The Petah Tikva District Court was to hear an appeal Friday morning against the deportation of Irish Nobel Peace Prize laureate Mairead Corrigan-Maguire, who has been denied entry to Israel.
Corrigan-Maguire is in a detention facility at Ben-Gurion International Airport after being stopped by police for contravening a prohibition against entering Israel, imposed after she took part in the flotilla to Gaza on board the Rachel Corrie in early June.
Before she was deported, Corrigan-Maguire signed a document stating that she was prohibited from entering Israel for the next 10 years. Corrigan-Maguire, however, says she was misled and had not agreed to such a condition.
High Court Justice Esther Hayut ordered the Petah Tikva court to hear Corrigan-Maguire's case after hearing a petition submitted on behalf of the Irish peace activist on Wednesday at 1 A.M. by Adalah, the Legal Center for Arab Minority Rights in Israel.

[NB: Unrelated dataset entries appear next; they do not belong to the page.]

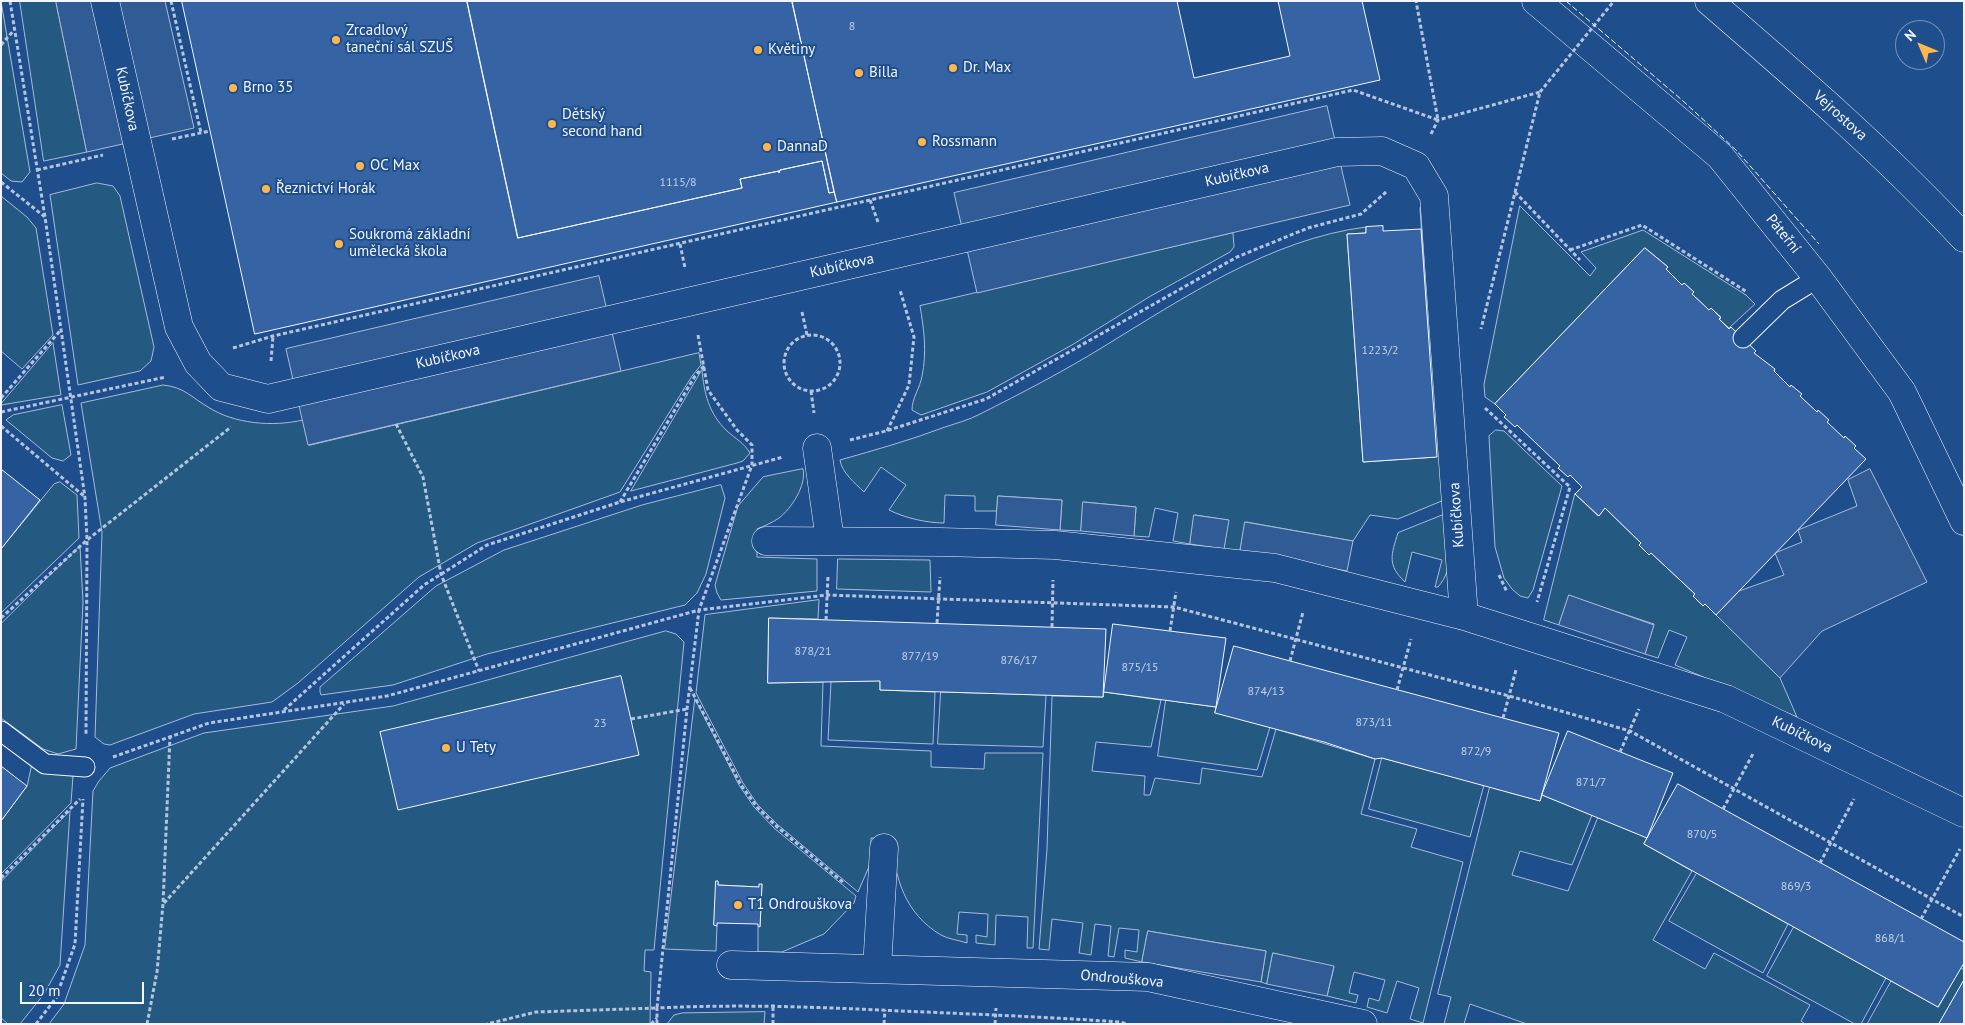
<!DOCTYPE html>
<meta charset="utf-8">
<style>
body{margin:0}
#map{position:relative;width:1965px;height:1025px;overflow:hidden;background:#1f4e8c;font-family:"PT Sans",sans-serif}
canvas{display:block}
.frame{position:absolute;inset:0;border:2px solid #f2f6ff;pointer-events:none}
.north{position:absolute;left:1895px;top:20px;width:50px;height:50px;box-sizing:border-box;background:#1f4e8c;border:1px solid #7391ba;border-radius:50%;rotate:315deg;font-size:14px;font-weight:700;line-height:20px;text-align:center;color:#f2f6ff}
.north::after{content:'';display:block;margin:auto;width:18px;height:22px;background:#ffb74d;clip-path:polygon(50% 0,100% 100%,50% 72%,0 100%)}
.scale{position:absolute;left:20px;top:982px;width:124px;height:22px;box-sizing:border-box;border:2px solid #f2f6ff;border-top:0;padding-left:6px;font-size:15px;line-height:18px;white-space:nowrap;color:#f2f6ff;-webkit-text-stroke:4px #1f4e8c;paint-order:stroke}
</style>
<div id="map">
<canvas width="1965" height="1025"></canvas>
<div class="frame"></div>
<div class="north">N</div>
<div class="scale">20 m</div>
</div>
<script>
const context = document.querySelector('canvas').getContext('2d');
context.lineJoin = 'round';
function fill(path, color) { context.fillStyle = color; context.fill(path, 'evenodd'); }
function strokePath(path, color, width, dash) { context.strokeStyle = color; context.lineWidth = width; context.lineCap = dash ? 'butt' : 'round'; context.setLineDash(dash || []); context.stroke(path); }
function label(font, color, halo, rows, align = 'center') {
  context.font = font + ' "PT Sans",sans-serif'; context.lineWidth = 4; context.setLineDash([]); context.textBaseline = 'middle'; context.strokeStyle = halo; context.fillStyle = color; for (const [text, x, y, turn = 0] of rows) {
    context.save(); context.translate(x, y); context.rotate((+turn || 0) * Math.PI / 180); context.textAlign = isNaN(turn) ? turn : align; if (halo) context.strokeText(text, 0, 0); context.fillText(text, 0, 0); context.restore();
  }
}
const green = new Path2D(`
 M1,1L30,172L22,182L11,181L1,173Z
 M20,1H56L87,152L44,161Z
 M97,183L113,186L120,196L154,347L151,361L140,371L78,385L50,195Z
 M1,196L27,217L36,228L53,335L22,369L1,351Z
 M1429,205L1449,498L1398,519L1370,515L1353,541L1246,522L1240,552L1224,549L1228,520L1195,515L1190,544L1173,541L1178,513L1155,508L1149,537L1134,536L1136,507L1084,502L1081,531L1060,530L1062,500L998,496L997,511H975V496L945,495L944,523C927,523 905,518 889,510L906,485L881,467L864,492C855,483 842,473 840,460C875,450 911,440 945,427C957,423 969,420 980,414C1022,393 1064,371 1103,347C1183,298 1271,239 1366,227V233L1347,234L1363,462L1436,457L1420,208Z
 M1520,206L1590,276L1596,268L1581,252L1643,230L1746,295L1755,304L1729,328L1719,319L1721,317L1711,308L1709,310L1692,294L1694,292L1684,283L1682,285L1666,269L1668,267L1645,248L1495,404L1485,397L1484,385Z
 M1233,233L1234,247L1230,252L1149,297L1072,345L987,392L921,415L912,410C912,398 920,388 922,376C927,353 924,329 920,306Z
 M53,343L61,395L1,405V404Z
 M699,353L701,365L692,376L620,492L477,543L419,577L298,683L272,702L194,714L110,745L104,744L95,737L102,532L81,403L163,385C184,387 191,397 208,407C234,424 273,427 303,420L309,445Z
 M702,370C704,393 709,414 727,431C736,439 744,443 750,453L743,461L737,463L631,491Z
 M62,405L71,455L63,461L52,458L6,420L13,415Z
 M1496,430L1504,431L1562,486L1533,590L1528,598L1520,596L1512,589L1504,578L1495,547L1489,436Z
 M803,469C807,485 791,509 779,518C772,523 764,526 757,529V557L817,559V591L721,600L717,593L715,585L738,506L763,477Z
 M60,482L77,495L79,538L1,613V549L54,484Z
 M721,485L725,498L706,574L697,593L685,605L487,654L393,685L321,695L320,692V687L436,586L504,550L642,505Z
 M1575,494L1598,516L1605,508L1641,543L1639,545L1651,553L1695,594L1693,596L1703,606L1705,604L1780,678L1797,717L1675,665L1687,637L1669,630L1658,658L1645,654L1654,624L1569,596L1559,625L1544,620Z
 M1453,511C1452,536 1455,568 1438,587H1435L1442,560L1412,552L1405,582C1387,565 1391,555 1398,533Z
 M80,546L83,602L76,749L58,754L43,749L1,718V624Z
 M838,559L930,560L931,592L837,589Z
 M819,600L818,619L769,618L768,683L823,682L821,746L931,751V767L984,769L985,753H1043L1033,948H1027L1028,917L996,915L995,945L976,943V935L987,937L988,914L959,912L957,934L967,935V943C958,940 948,939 941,935C905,914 894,877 892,838H871V862L858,892L777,824L758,805L743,783L696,693L705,615Z
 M666,631L676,634L684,642L654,950H645L644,971L651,972L650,1024H49L64,1004L85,945L93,791L99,781L110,768L204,733L393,706Z
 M880,681V690L935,692L933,744L828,740L831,682Z
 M941,692L1046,695L1043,747L938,744Z
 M1104,692L1161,700L1151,747L1096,742L1092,771L1145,776L1144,795H1150L1155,778L1200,784L1202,768L1262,777L1276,729L1375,759L1361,814L1417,829L1411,847L1463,862L1423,1023L1410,1019L1419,988L1397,981L1387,1013L1367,1007L1369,998L1379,1001L1385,980L1354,972L1349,993L1358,995L1356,1003L1327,996L1334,967L1273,953L1267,984L1261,982L1266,951L1148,931L1142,962L1125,958V950L1137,952L1139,930L1119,928L1114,957L1108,956L1111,926L1095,924L1091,955L1079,953L1083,923L1052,919L1049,950L1039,949L1047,849L1052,696L1103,697Z
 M695,699L739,785L754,807L774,828L856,896L854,903L824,934L782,952H758V926H760L762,884L759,887L718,885V882L717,881L714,925L717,926L716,951L665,949Z
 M1166,700L1216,707L1215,712L1270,727L1257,770L1158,756Z
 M1382,758L1484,785L1470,837L1369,809Z
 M32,765L47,772L73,776L71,803L1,874V821L27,786Z
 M1490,787L1540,801L1542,795L1592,815L1572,865L1520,851L1512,875L1568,891L1598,817L1647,838L1644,844L1692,871L1653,940L1705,969L1714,953L1810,1005L1801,1021L1805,1024H1527L1470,1004L1464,1024H1444L1451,997L1438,994Z
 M70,811L60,965L44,994L20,1024H8L1,1018V882Z
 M1697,873L1788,924L1763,973L1669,921Z
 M1794,927L1886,978L1861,1024H1855L1767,976Z
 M1961,968L1964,970V980L1939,1024H1867L1891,981L1938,1007Z
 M765,1012L764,1024H667L674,1015L682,1013Z`);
const parking = new Path2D(`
 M56,1H165L194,128L87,152Z
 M1327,106L1350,205L977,293L954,193Z
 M599,276L621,371L308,445L286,349Z
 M1870,469L1927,582L1822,631L1780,678L1716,615L1739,591L1784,575L1775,553L1802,542L1798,530L1857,506L1848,480Z
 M998,496L1062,500L1060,530L996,525Z
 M1083,502L1136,507L1134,536L1081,531Z
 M1194,515L1229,520L1224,549L1190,544Z
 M1245,522L1353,541L1347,571L1240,552Z
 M1569,595L1654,625L1645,654L1559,625Z
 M1148,931L1266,951L1261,982L1142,962Z
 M1273,953L1334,966L1327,996L1267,984Z`);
const building = new Path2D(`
 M182,1H467L518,238L742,188L740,179L779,171V173L780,170L822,161L829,193L834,192L837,202L255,334Z
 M467,1H792L834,192L829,193L822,161L780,170L779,173V171L740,179L742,188L518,238Z
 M792,1H1177L1194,78L1290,56L1278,1H1362L1380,80L837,202Z
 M1383,226V231L1421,229L1437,457L1363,462L1347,234L1366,233V227Z
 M1645,248L1668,267L1666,269L1682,285L1684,283L1694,292L1692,294L1709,310L1711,308L1721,318L1719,319L1729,329L1731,327L1756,351L1754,353L1775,369L1774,371L1790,387L1791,385L1802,394L1800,396L1817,412L1818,410L1829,420L1827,422L1844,438L1845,436L1856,446L1854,448L1866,459L1716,615L1705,604L1703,606L1693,596L1695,594L1651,553L1649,555L1639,545L1641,543L1605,508L1599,516L1575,494L1582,487L1570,475L1568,477L1558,468L1560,466L1517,425L1515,427L1504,417L1506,415L1495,404Z
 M1,469L40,500L1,549Z
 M769,618L1106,629L1103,697L880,690V681L768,683Z
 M1113,624L1226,638L1216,707L1104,692Z
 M1234,646L1559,733L1540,801L1382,758L1375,759L1324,742L1215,713Z
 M621,676L639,755L398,810L380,732Z
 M1568,731L1673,773L1647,838L1542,795Z
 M1,766L27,786L1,821Z
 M1678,784L1964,942V963L1938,1007L1644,844Z
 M716,881H718V885L759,887V884H762L760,927L758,926V924L717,923V926L714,925Z
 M1964,980V1024H1939Z`);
const path = new Path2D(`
 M10,1L45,217L85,498L87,540L86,735
 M171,1L201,133
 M1,45L15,29
 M1431,134L1438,120L1540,92L1481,329
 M172,139L210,131
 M37,170L103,155
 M1,182L45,217
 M1515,192L1580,260
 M870,200L878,222
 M680,244L685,268
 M1570,250L1642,225L1747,292
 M802,312L807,335
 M698,335L708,390L737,430L752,445V465L699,610L827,595L1174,607L1509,696L1630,731L1964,917
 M784 363a28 28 0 1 1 56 0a28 28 0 1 1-56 0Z
 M233,348L273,336L1353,90L1438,120L1416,1
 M271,361L273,336
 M811,391L814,413
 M1,398L60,331
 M1485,408L1570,487L1537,602
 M1,412L166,377
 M396,424L423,477L441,574L479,671
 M1,426L85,497
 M887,431L909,385L914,337L900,290
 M850,440L886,431L986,399L1237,257L1308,228L1361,214L1386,192
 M620,502L695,376L704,366
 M1499,575L1507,592
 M1,618L87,540L231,427
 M826,620L828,576
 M937,623L940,577
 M1052,627L1053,580
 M1170,631L1176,592
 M1290,661L1303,612
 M690,688L741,785L757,807L775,825L845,884
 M1397,690L1411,639
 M284,710L424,585L487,545L620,502L783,457
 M1503,718L1516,670
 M631,719L687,709
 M1620,752L1639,709
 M113,757L209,723L387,696L699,610L687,709L657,1008L536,1012L487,1024
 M1723,809L1754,752
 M1820,863L1854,799
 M1,878L80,799
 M164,903L344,704
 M1921,919L1960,849
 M36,1024L56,998L75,944L83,799
 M147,1024L157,972L163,904L170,736
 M651,1024L657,1018
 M657,1024V1008C738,1004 819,1007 900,1011C973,1014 1047,1017 1120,1022L1128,1024
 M773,1024V1004
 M884,1024L885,1010
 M995,1024L996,1008`);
const service = new Path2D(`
 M1743,338L1782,300L1818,278
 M1,731L45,764L85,767`);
const minor = new Path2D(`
 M105,1L179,327L198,363L221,387L268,399L1337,152L1382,151L1416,166L1434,196L1464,616
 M1536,1L1720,156L1818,278L1902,392L1964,521
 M817,448L830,540
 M766,541L941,542L1055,545L1275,568L1464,616L1726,699L1964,813
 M731,965L1148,977L1363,1024
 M877,969L884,848`);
const tertiary = new Path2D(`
 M1709,1C1797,77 1885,153 1964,238`);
const pathBridge = new Path2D(`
 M1540,92L1614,1`);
const fence = new Path2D(`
 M1566,1L1682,100L1736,150L1819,244`);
const markers = [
 [336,40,5,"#ffb74d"],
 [758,50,5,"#ffb74d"],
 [953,68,5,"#ffb74d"],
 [859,73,5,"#ffb74d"],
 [233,88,5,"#ffb74d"],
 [552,124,5,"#ffb74d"],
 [922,142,5,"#ffb74d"],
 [767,147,5,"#ffb74d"],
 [360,166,5,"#ffb74d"],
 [266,189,5,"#ffb74d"],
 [339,244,5,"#ffb74d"],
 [446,748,5,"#ffb74d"],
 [738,905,5,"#ffb74d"]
];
const numberNames = [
 ["8",852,27],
 ["1115/8",678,183],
 ["1223/2",1380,351],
 ["878/21",813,652],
 ["877/19",920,657],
 ["876/17",1019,661],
 ["875/15",1140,668],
 ["874/13",1266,692],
 ["873/11",1374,723],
 ["23",600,724],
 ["872/9",1476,752],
 ["871/7",1591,783],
 ["870/5",1702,835],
 ["869/3",1796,887],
 ["868/1",1890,939]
];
const poiNames = [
 ["Zrcadlový",346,31],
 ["taneční sál SZUŠ",346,48],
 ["Květiny",768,50],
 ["Dr. Max",963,68],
 ["Billa",869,73],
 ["Brno 35",243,88],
 ["Dětský",562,115],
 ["second hand",562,132],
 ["Rossmann",932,142],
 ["DannaD",777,147],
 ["OC Max",370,166],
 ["Řeznictví Horák",276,189],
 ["Soukromá základní",349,235],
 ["umělecká škola",349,252],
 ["U Tety",456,748],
 ["T1 Ondrouškova",748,905]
];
const streetNames = [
 ["Kubíčkova",127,99,78],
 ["Vejrostova",1840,116,42],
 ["Kubíčkova",1237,175,-13],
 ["Páteřní",1783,234,51],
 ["Kubíčkova",842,266,-13],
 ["Kubíčkova",448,357,-13],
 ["Kubíčkova",1457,515,-94],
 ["Kubíčkova",1802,735,26],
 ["Ondrouškova",1122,979,5]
];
fill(green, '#245a82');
strokePath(green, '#a8bbd7', 1);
fill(parking, '#305b95');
strokePath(parking, '#a8bbd7', 1);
fill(building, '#3563a3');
strokePath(building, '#f2f6ff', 1);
strokePath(service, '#f2f6ff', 21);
strokePath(minor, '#f2f6ff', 29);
strokePath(tertiary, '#f2f6ff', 29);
strokePath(path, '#b3c4dc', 3, [4, 2.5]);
strokePath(service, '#1f4e8c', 19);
strokePath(minor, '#1f4e8c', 28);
strokePath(tertiary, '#1f4e8c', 28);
strokePath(pathBridge, '#b3c4dc', 3, [4, 2.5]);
strokePath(fence, '#f2f6ff', 1, [6, 2.5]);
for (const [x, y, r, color] of markers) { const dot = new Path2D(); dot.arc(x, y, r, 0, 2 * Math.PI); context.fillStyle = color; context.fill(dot); strokePath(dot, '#1f4e8c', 2); }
label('12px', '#c3d1e8', null, numberNames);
label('15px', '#f2f6ff', '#1f4e8c', poiNames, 'left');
label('15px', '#f2f6ff', '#1f4e8c', streetNames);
</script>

Adalah asked Justice Hayut to issue a temporary injunction against Corrigan-Maguire's deportation. In addition to instructing the Petah Tikva District Court to hear the case, Hayut also ordered that Corrigan-Maguire's belongings be returned to her.
Corrigan-Maguire said that contrary to claims by the Population and Immigration Authority, she had not become unruly when the authorities attempted to board her onto a Lufthansa flight to Britain from Ben-Gurion, but rather she said had been dragged toward the plane by four men and sat down in the jetway and refused to move.
The captain of the plane, who witnessed the incident said he would not board by force.
Corrigan-Maguire said she refused to board because she knew her case was pending before the court.
The Rachel Corrie was stopped by the Israel Defense Forces and taken to Ashdod. Corrigan-Maguire was then deported together with other activists who had been on board.